The newspaper reported that the recording had been inadvertent and the cameraman had tried to retrieve the recording device but was stopped by Mr Key's security staff.
It had sought legal advice suggesting it could publish the conversation but decided not to on ethical grounds, given the conversation was private.
Mr Ambrose said he was filming the meeting when Mr Banks started answering questions.
That was when he put his microphone on the table.
"I had enough time and enough space just to reach my arm and drop it on the table to try and get his questions,'' he told Newstalk ZB.
"I wasn't able to get a shot so I backed off and while I was backed off trying to get other shots we were basically hustled out of the room, told to get out.''
Mr Ambrose said he completely forgot about his microphone as he struggled to get a shot of the pair.
Speaking to reporters this afternoon, Mr Key said he had decided to lay a complaint under the Crimes Act.
"The law's quite clear, it's illegal to secretly tape someone if it's deliberate, it's my view that it was deliberate,'' Mr Key said.
The complaint would refer in the first instance to the cameraman, but could extend to the Herald on Sunday.

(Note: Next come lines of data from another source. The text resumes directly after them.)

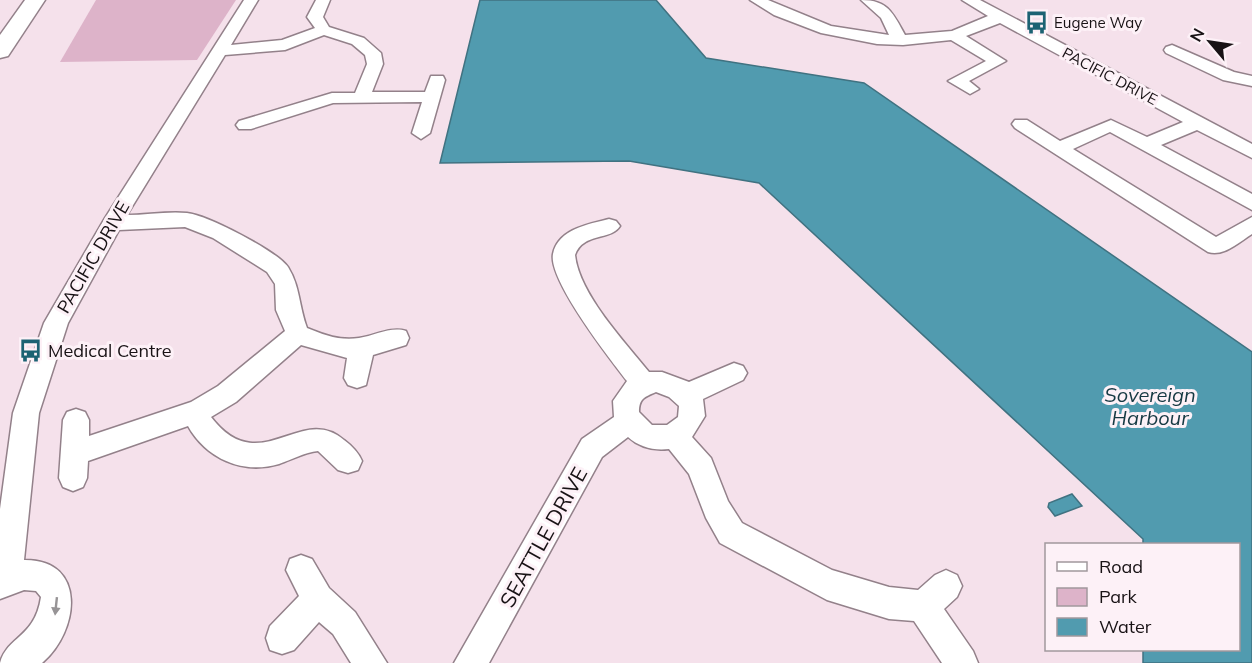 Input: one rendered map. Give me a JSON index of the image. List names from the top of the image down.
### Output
{
  "streets": {
    "street": ["PACIFIC DRIVE", "SEATTLE DRIVE"]
  },
  "water": ["Sovereign Harbour"],
  "places": {
    "bus stop": ["Eugene Way", "Medical Centre"]
  },
  "legend": ["Road", "Park", "Water"],
  "north": "top left"
} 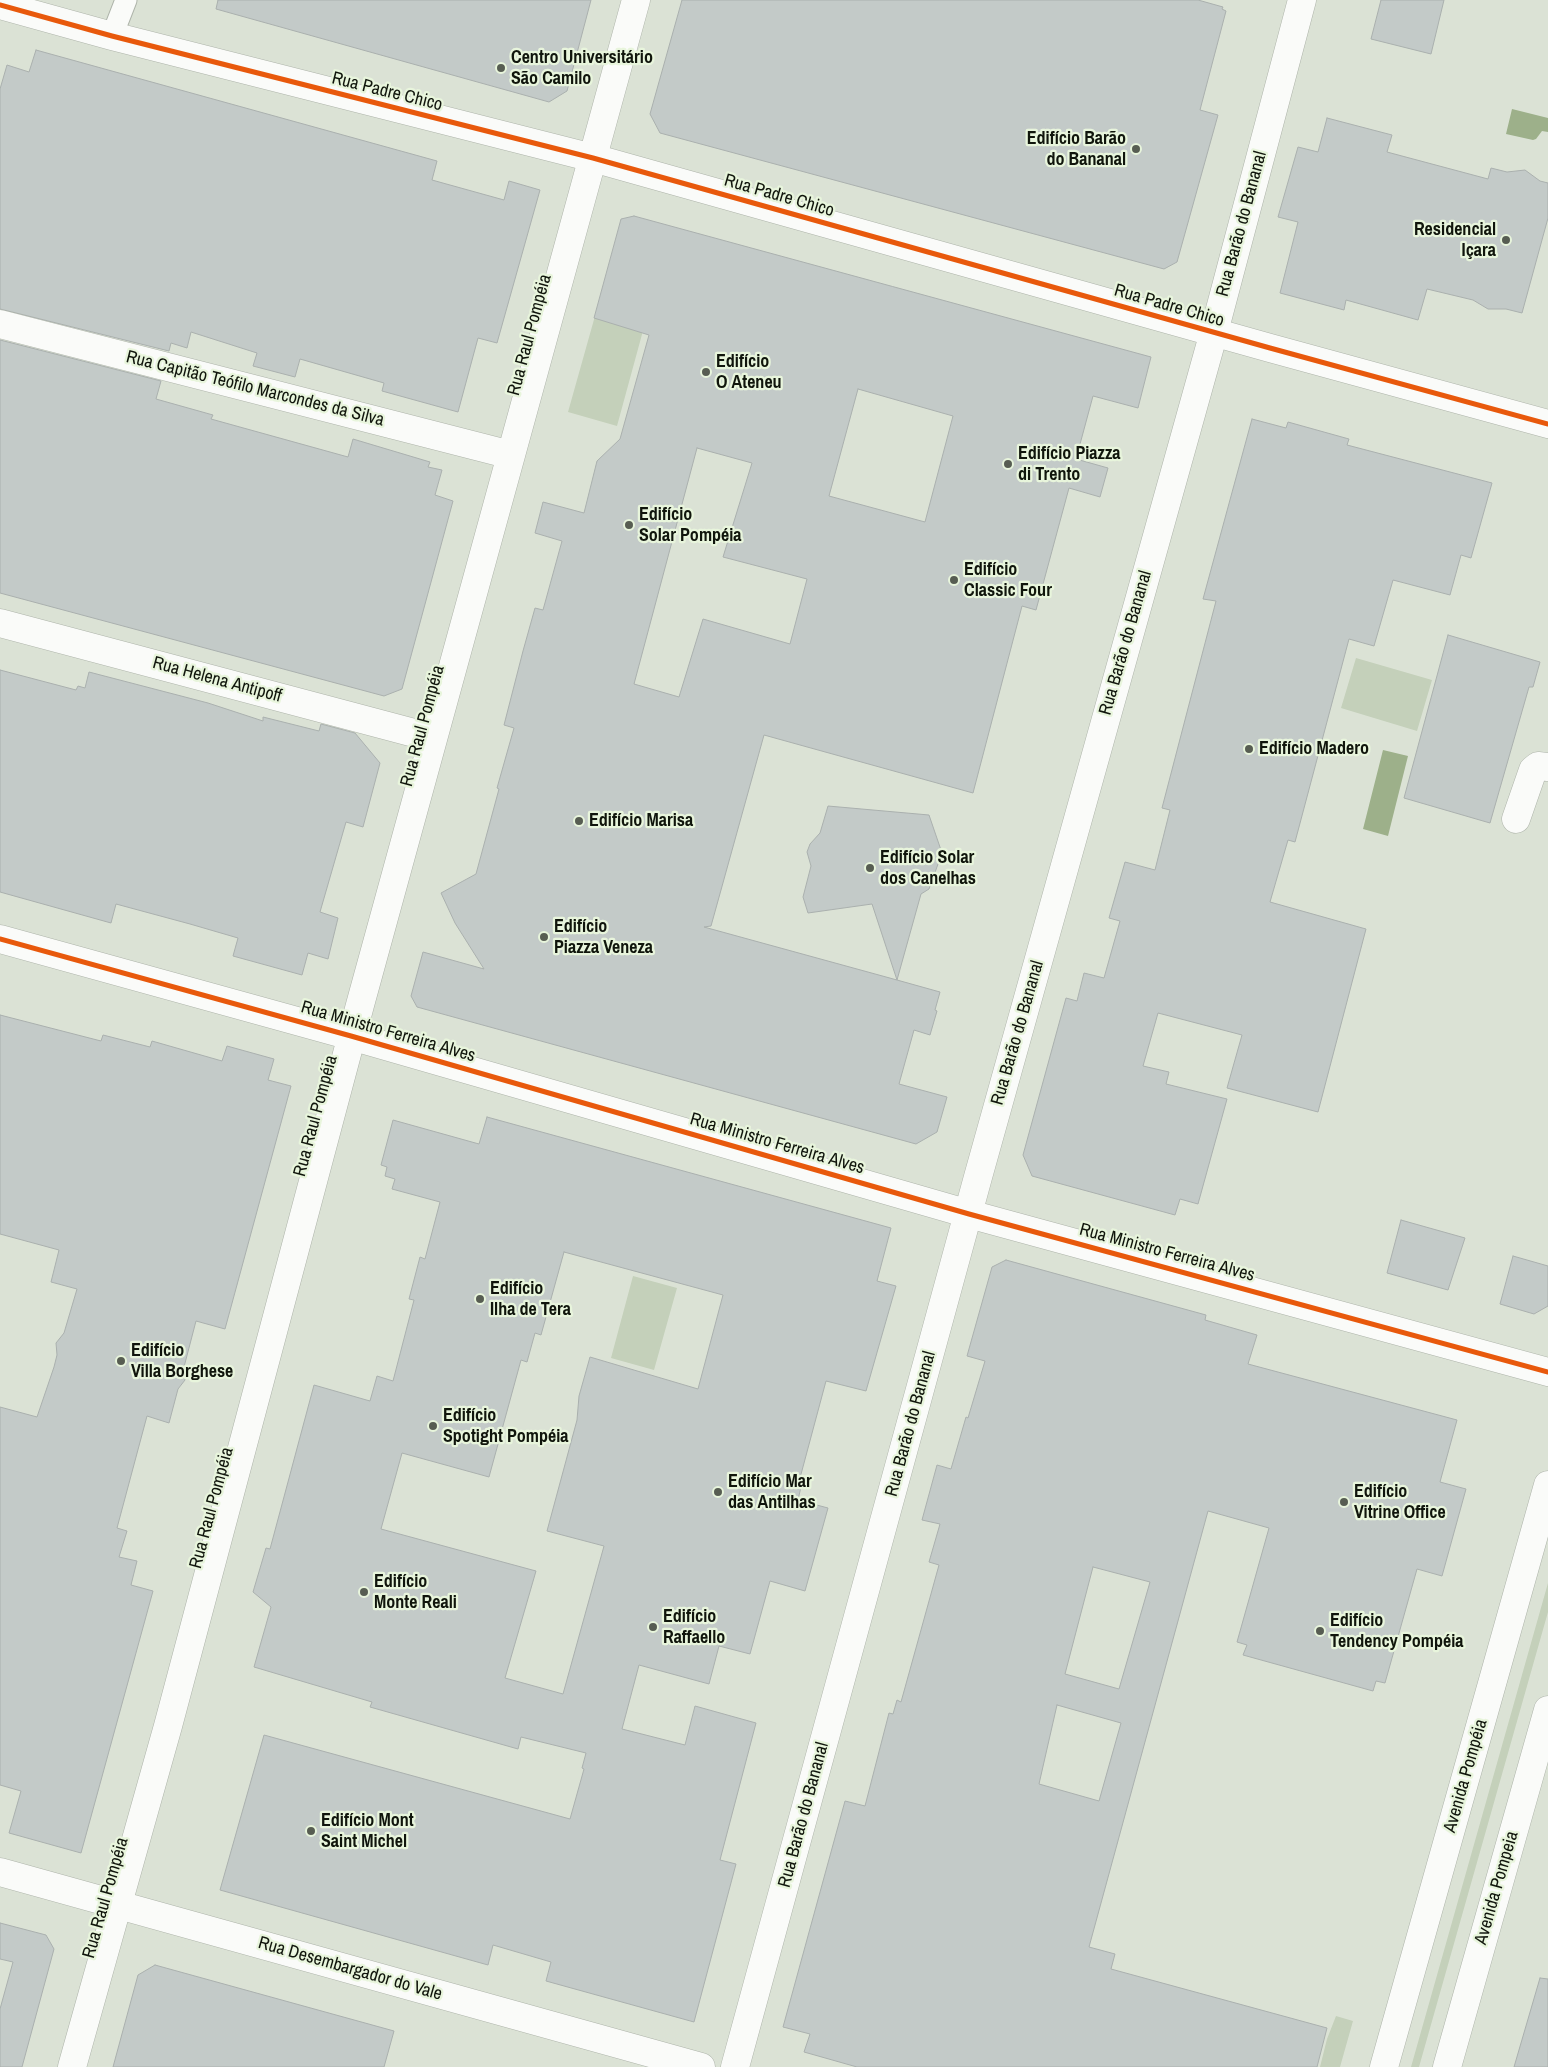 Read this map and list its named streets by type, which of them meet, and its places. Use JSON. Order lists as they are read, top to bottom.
{
  "streets": {
    "street": [
      "Rua Padre Chico",
      "Rua Barão do Bananal",
      "Rua Raul Pompéia",
      "Rua Capitão Teófilo Marcondes da Silva",
      "Rua Helena Antipoff",
      "Rua Ministro Ferreira Alves",
      "Avenida Pompéia",
      "Avenida Pompeia",
      "Rua Desembargador do Vale"
    ]
  },
  "crossings": [
    ["Rua Padre Chico", "Rua Barão do Bananal"],
    ["Rua Padre Chico", "Rua Raul Pompéia"],
    ["Rua Barão do Bananal", "Rua Ministro Ferreira Alves"],
    ["Rua Raul Pompéia", "Rua Capitão Teófilo Marcondes da Silva"],
    ["Rua Raul Pompéia", "Rua Helena Antipoff"],
    ["Rua Raul Pompéia", "Rua Ministro Ferreira Alves"],
    ["Rua Raul Pompéia", "Rua Desembargador do Vale"]
  ],
  "places": [
    "Centro Universitário São Camilo",
    "Edifício Barão do Bananal",
    "Residencial Içara",
    "Edifício O Ateneu",
    "Edifício Piazza di Trento",
    "Edifício Solar Pompéia",
    "Edifício Classic Four",
    "Edifício Madero",
    "Edifício Marisa",
    "Edifício Solar dos Canelhas",
    "Edifício Piazza Veneza",
    "Edifício Ilha de Tera",
    "Edifício Villa Borghese",
    "Edifício Spotight Pompéia",
    "Edifício Mar das Antilhas",
    "Edifício Vitrine Office",
    "Edifício Monte Reali",
    "Edifício Raffaello",
    "Edifício Tendency Pompéia",
    "Edifício Mont Saint Michel"
  ]
}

The Prime Minister refused to discuss what he had said in the conversation with Mr Banks, but remained adamant he had not said anything he was concerned about the public hearing.
"I'm not bothered in the slightest about what is on the tape, secondly, I am very bothered by the tactics that I believe have been deliberately deployed by the Herald on Sunday,'' he said.
Asked whether he had undermined Act leader Don Brash in the conversation, Mr Key again refused to go into the contents of the conversation.
He likened the recording to "News of the World tactics'', and said he was taking a stand against it.
Mr Key said he had not noticed the recording device on the table, and that his attention had been on Mr Banks.
Now there are calls for the conversation, which Mr Key has referred to as "bland'' to be made public.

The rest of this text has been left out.